Distributed Ratelimiter

Post Share

Subroto Biswas, Developer, Azuga Inc.

Azuga’s IOT platform has been growing consistently and having a distributed rate limiter in place has become paramount for both internal and external services. 

Rate limiting is a well-studied problem when it comes to controlling resources in a high transaction SaaS environment. At a high level, a rate limiter throttles the number of events an entity can perform during window period distributed over a cluster of services.

We’ve had our own implementation for limiting usage of 3rd party APIs, which is good in its own way, but as the number of calls/second to the APIs increases so does the system resource utilization.

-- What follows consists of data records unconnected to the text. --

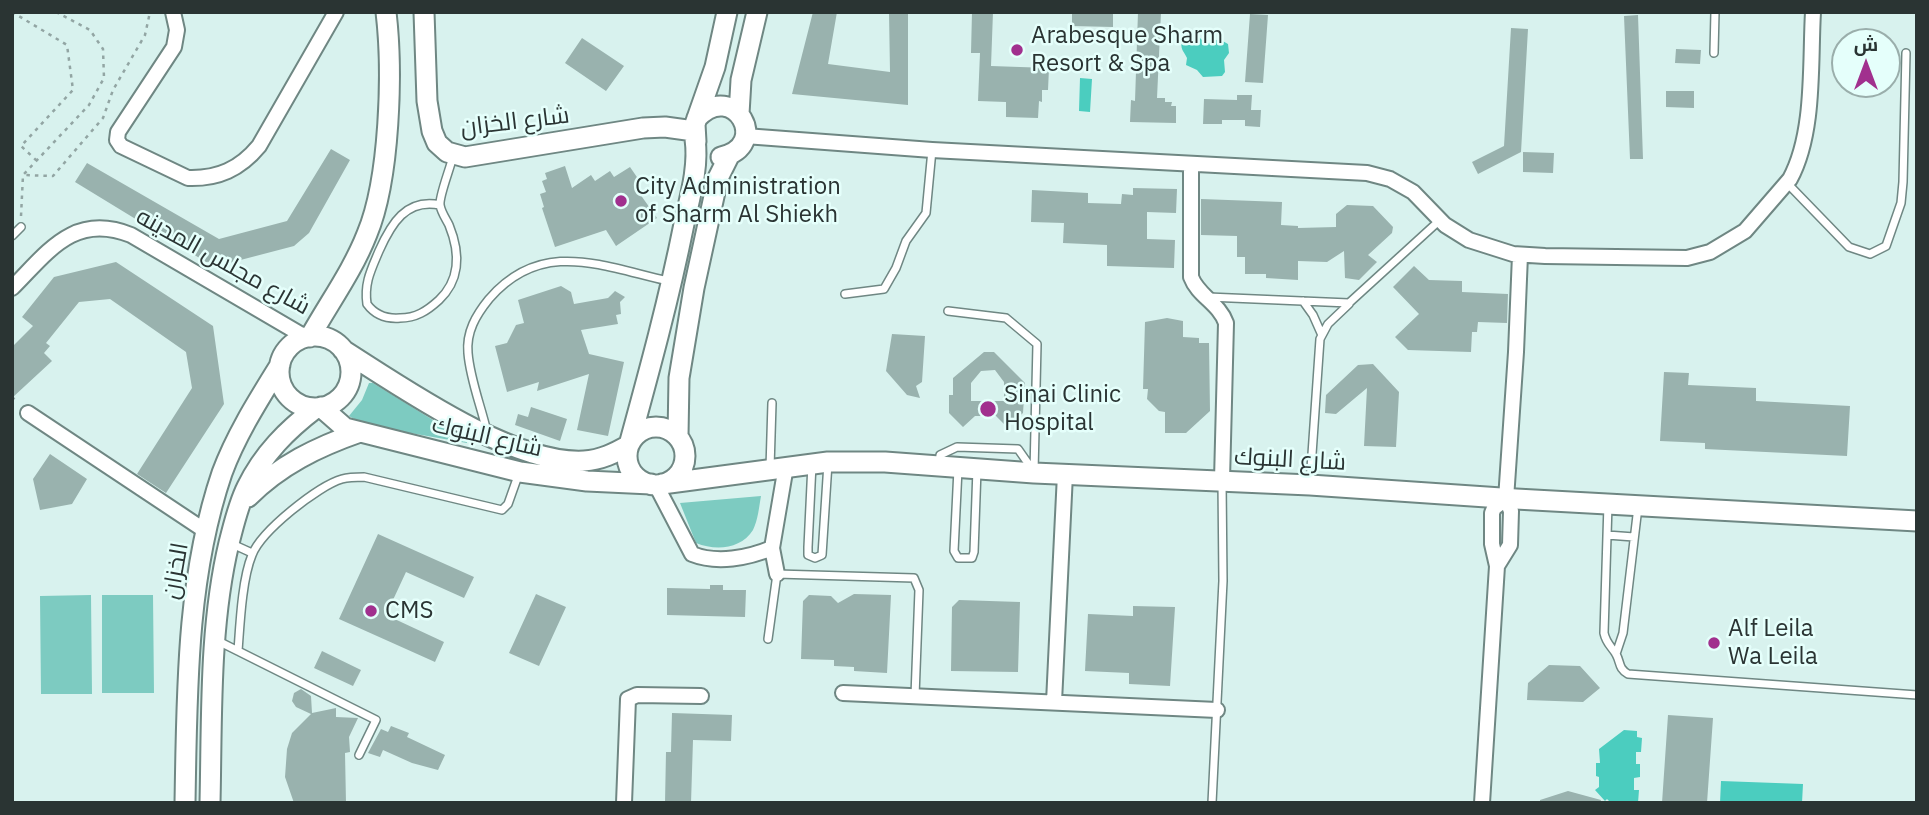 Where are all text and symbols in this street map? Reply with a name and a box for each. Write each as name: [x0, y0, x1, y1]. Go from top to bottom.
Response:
place label: Arabesque Sharm Resort & Spa: [1031, 22, 1223, 78]
north arrow: [1831, 28, 1901, 98]
text: ش: [1854, 32, 1878, 56]
marker: Arabesque Sharm Resort & Spa: [1009, 42, 1025, 58]
street label: شارع الخزان: [459, 101, 571, 143]
place label: City Administration of Sharm Al Shiekh: [635, 173, 841, 229]
marker: City Administration of Sharm Al Shiekh: [613, 193, 629, 209]
street label: شارع مجلس المدينه: [131, 202, 315, 322]
place label: Sinai Clinic Hospital: [1004, 381, 1121, 437]
marker: Sinai Clinic Hospital: [978, 399, 998, 419]
street label: شارع البنوك: [429, 410, 545, 464]
street label: شارع البنوك: [1233, 443, 1347, 477]
street label: الخزان: [157, 540, 195, 602]
place label: CMS: [385, 597, 433, 625]
marker: CMS: [363, 603, 379, 619]
place label: Alf Leila Wa Leila: [1728, 615, 1818, 671]
marker: Alf Leila Wa Leila: [1706, 635, 1722, 651]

Rate limiting rules can include:
  • “A single IP can only create 20 accounts per day”.
  • “Devices are allowed 5 failed credit card transactions per day”.
  • “Users may only send 1 message per day with risky keywords”.

While exploring open source tools that can throttle the calls, we found that Network Congestion is a great solution for our needs.  We looked into Guava and the solution we wanted was a scalable and distributed solution which was missing here. Guava works great for a local rate limiter within a single JVM.

We then came across Bucket4J, based on token bucket algorithm – provides distributed capabilities, allow overflowing of calls beyond the defined threshold and even unpredictable.  

In the end, none of the open source solutions solved our problem and we went ahead with our in-house implementation from the ground up. Token Bucket based algorithm, with distributed capabilities, leveraging Redis in-memory data structure store.

The Algorithm

Each bucket has few properties:

Key: a unique id to identify the bucket

Tokens: at any instant of time, the number of tokens presents in the bucket

Previous refill time: previous time at which the bucket was refilled

Refill amount: the rate or number of tokens that needs to be added in each refill cycle

Every other modified implementation of Token Bucket uses an Initial and a max fill, to support Burst effect. While this implementation is good for limiting the total number of requests received on a server with few extra requests processed than the actual rate, we had to restrict the total calls made to 3rd party APIs to a hard limit (no more than the allowed calls per second).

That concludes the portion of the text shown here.